If you are interested, you can download and try to see how they perform, or refer to some benchmark content in the appendix.
Intro
This LoRA is a concept of : a girl doing naughty things and being caught by her boyfriend / husband
Switch to the right model
/model/1277670/janku-v30-noobai-eps-rouwei-nsfw-illustrious-xl
lab_8_11, lab_8_12,
- is trained on this base model, and almost all generated images are not messed up
Changelog
250427
Lab_8_12, updated ( base model is Janku v3 )
Use the fixed reg image set and re-train the LoRA
result: the generation becomes more stable
And oh, I know why the heck it was so messy at the first place ... !! ( if you are interested in training your own LoRA, you can ref to this LoRA's findings for more information about the mistakes I made : /model/1493162/lab-10-nude-pantyhose-natural-pantyhose-with-cotton-or-shiny-controlling )
Findings
Data Preprocessing: Single-line caption format is critical (as the doc said so, and the result does show the difference)
Trigger Token: "inset" tag effectively captures target concept, precise selection matters (which means that, picking better trigger token to guide training is somehow important)
Regularization: Simple, but high-quality images work best; complex images causes trouble for ai to understand
Regulariztion captions: we do need this (I have check the sd-script python script, it does processing captions of reg image set.

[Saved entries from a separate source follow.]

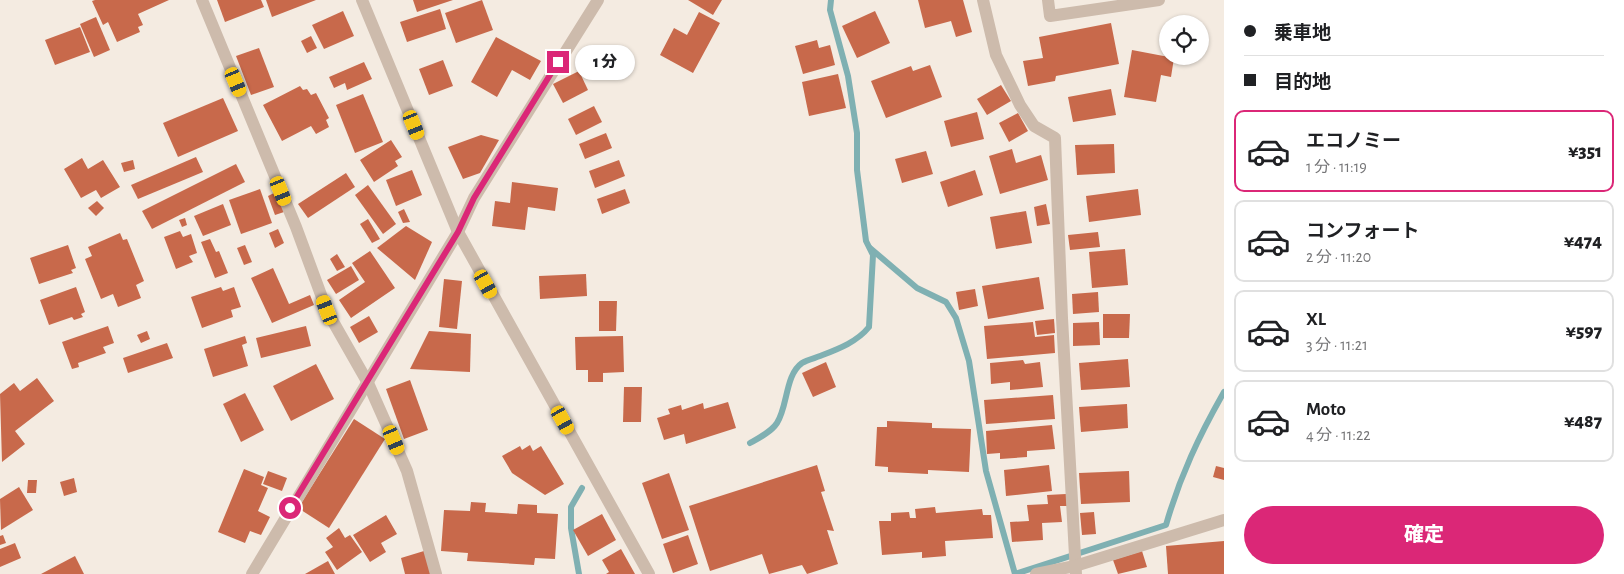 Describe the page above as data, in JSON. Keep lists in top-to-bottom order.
{
  "page": {
    "banner": ["乗車地", "目的地"],
    "bubble": "1 分",
    "list": [
      {
        "name": "エコノミー",
        "note": "1 分 · 11:19",
        "value": "¥351"
      },
      {
        "name": "コンフォート",
        "note": "2 分 · 11:20",
        "value": "¥474"
      },
      {
        "name": "XL",
        "note": "3 分 · 11:21",
        "value": "¥597"
      },
      {
        "name": "Moto",
        "note": "4 分 · 11:22",
        "value": "¥487"
      }
    ],
    "buttons": "確定"
  }
}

Interestingly, I found the doc of sd-script said that we don't need captions for reg? maybe it's referring to class-training lora), auto tagging (with 0.4 threshold can do)
Dataset Quality: Curated high-quality set (28 images), it's a good point of utilizing sd itself for generating high quality images (always highres fix & adetailer fix for your dataset & reg set)
Base Model: janku v3 produces more stable outputs with fewer artifacts
General training info
NOTE: basic info can ref to lab_8_1 (almost the same)
Lab 1 - Initial Setup
Base Model: wai v13
Dataset: 5 pics (24 repeats × 8 epochs)
Trigger Tokens: lr-gotcha, split frame
Captions: One line
Regularization: None
Notes: Initial attempt
Lab 2 - Dataset Expansion with Error
Base Model: wai v13
Dataset: 8 pics (24r × 8ep), new dataset
Trigger Tokens: lr-gotcha, comic
Captions: Multi-line (incorrect format)
Regularization: None
Notes: Caption format error discovered later
Lab 3 - Foundation with Regularization
Base Model: wai v13
Dataset: 8 pics (24r × 8ep)
Trigger Tokens: lr-gotcha, 1boy in frame
Captions: One line (corrected)
Regularization: lab_8_3_reg (1girl normal, 1girl gets caught)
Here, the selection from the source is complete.